→ Problem to work on
Every entry must be copied word for word.

→ Task input

BEGIN

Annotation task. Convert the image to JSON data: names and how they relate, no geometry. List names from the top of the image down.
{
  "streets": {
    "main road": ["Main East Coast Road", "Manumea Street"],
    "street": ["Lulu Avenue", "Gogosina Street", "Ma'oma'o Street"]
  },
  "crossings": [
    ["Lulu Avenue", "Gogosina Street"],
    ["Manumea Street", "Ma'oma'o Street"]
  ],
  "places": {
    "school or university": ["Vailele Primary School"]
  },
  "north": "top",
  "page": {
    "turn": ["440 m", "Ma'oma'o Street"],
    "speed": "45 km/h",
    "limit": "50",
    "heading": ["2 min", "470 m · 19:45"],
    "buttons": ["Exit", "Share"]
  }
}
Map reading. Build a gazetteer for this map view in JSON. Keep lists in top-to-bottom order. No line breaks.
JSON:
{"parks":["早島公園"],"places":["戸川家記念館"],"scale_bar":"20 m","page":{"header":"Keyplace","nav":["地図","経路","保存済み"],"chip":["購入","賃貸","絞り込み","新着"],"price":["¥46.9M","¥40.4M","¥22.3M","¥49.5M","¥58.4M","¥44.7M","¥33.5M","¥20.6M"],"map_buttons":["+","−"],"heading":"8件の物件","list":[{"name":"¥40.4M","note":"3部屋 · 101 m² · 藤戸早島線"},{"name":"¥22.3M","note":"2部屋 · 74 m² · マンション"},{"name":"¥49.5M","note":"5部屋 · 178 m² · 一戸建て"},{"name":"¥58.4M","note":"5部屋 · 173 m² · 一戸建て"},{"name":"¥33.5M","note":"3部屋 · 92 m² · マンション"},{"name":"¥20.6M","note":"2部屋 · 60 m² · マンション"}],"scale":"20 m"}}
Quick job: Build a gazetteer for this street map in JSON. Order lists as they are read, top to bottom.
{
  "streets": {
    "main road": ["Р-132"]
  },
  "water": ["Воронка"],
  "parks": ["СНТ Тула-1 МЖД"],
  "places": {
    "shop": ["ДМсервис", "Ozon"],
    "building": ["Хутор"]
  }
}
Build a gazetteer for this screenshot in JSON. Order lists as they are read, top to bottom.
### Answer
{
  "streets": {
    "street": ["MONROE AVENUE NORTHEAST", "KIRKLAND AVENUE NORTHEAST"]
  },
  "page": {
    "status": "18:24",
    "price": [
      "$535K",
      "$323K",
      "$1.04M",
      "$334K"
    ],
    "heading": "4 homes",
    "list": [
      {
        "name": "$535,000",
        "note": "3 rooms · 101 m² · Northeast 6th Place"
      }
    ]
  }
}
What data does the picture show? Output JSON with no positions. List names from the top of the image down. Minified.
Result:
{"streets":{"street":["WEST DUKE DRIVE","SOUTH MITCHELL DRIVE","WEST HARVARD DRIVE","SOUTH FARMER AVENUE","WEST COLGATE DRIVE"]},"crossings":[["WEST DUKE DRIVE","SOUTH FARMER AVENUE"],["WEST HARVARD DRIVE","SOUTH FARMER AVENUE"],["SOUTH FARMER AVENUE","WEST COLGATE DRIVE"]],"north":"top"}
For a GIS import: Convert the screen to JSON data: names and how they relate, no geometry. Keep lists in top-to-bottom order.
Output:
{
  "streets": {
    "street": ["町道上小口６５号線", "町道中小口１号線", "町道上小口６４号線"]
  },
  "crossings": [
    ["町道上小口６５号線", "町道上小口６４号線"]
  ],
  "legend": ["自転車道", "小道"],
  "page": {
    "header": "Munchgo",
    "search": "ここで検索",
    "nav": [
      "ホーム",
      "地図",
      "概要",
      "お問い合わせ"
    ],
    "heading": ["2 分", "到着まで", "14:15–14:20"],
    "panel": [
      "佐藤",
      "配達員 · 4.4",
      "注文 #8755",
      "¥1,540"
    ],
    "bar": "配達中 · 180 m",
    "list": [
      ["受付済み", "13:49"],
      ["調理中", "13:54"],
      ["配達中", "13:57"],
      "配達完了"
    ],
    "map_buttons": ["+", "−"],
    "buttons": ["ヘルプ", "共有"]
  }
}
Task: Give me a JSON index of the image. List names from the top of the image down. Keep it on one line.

END

→ Response to this exercise
Annotation task. Convert the image to JSON data: names and how they relate, no geometry. List names from the top of the image down.
{
  "streets": {
    "main road": ["Main East Coast Road", "Manumea Street"],
    "street": ["Lulu Avenue", "Gogosina Street", "Ma'oma'o Street"]
  },
  "crossings": [
    ["Lulu Avenue", "Gogosina Street"],
    ["Manumea Street", "Ma'oma'o Street"]
  ],
  "places": {
    "school or university": ["Vailele Primary School"]
  },
  "north": "top",
  "page": {
    "turn": ["440 m", "Ma'oma'o Street"],
    "speed": "45 km/h",
    "limit": "50",
    "heading": ["2 min", "470 m · 19:45"],
    "buttons": ["Exit", "Share"]
  }
}
Map reading. Build a gazetteer for this map view in JSON. Keep lists in top-to-bottom order. No line breaks.
JSON:
{"parks":["早島公園"],"places":["戸川家記念館"],"scale_bar":"20 m","page":{"header":"Keyplace","nav":["地図","経路","保存済み"],"chip":["購入","賃貸","絞り込み","新着"],"price":["¥46.9M","¥40.4M","¥22.3M","¥49.5M","¥58.4M","¥44.7M","¥33.5M","¥20.6M"],"map_buttons":["+","−"],"heading":"8件の物件","list":[{"name":"¥40.4M","note":"3部屋 · 101 m² · 藤戸早島線"},{"name":"¥22.3M","note":"2部屋 · 74 m² · マンション"},{"name":"¥49.5M","note":"5部屋 · 178 m² · 一戸建て"},{"name":"¥58.4M","note":"5部屋 · 173 m² · 一戸建て"},{"name":"¥33.5M","note":"3部屋 · 92 m² · マンション"},{"name":"¥20.6M","note":"2部屋 · 60 m² · マンション"}],"scale":"20 m"}}
Quick job: Build a gazetteer for this street map in JSON. Order lists as they are read, top to bottom.
{
  "streets": {
    "main road": ["Р-132"]
  },
  "water": ["Воронка"],
  "parks": ["СНТ Тула-1 МЖД"],
  "places": {
    "shop": ["ДМсервис", "Ozon"],
    "building": ["Хутор"]
  }
}
Build a gazetteer for this screenshot in JSON. Order lists as they are read, top to bottom.
### Answer
{
  "streets": {
    "street": ["MONROE AVENUE NORTHEAST", "KIRKLAND AVENUE NORTHEAST"]
  },
  "page": {
    "status": "18:24",
    "price": [
      "$535K",
      "$323K",
      "$1.04M",
      "$334K"
    ],
    "heading": "4 homes",
    "list": [
      {
        "name": "$535,000",
        "note": "3 rooms · 101 m² · Northeast 6th Place"
      }
    ]
  }
}
What data does the picture show? Output JSON with no positions. List names from the top of the image down. Minified.
Result:
{"streets":{"street":["WEST DUKE DRIVE","SOUTH MITCHELL DRIVE","WEST HARVARD DRIVE","SOUTH FARMER AVENUE","WEST COLGATE DRIVE"]},"crossings":[["WEST DUKE DRIVE","SOUTH FARMER AVENUE"],["WEST HARVARD DRIVE","SOUTH FARMER AVENUE"],["SOUTH FARMER AVENUE","WEST COLGATE DRIVE"]],"north":"top"}
For a GIS import: Convert the screen to JSON data: names and how they relate, no geometry. Keep lists in top-to-bottom order.
Output:
{
  "streets": {
    "street": ["町道上小口６５号線", "町道中小口１号線", "町道上小口６４号線"]
  },
  "crossings": [
    ["町道上小口６５号線", "町道上小口６４号線"]
  ],
  "legend": ["自転車道", "小道"],
  "page": {
    "header": "Munchgo",
    "search": "ここで検索",
    "nav": [
      "ホーム",
      "地図",
      "概要",
      "お問い合わせ"
    ],
    "heading": ["2 分", "到着まで", "14:15–14:20"],
    "panel": [
      "佐藤",
      "配達員 · 4.4",
      "注文 #8755",
      "¥1,540"
    ],
    "bar": "配達中 · 180 m",
    "list": [
      ["受付済み", "13:49"],
      ["調理中", "13:54"],
      ["配達中", "13:57"],
      "配達完了"
    ],
    "map_buttons": ["+", "−"],
    "buttons": ["ヘルプ", "共有"]
  }
}
Task: Give me a JSON index of the image. List names from the top of the image down. Keep it on one line.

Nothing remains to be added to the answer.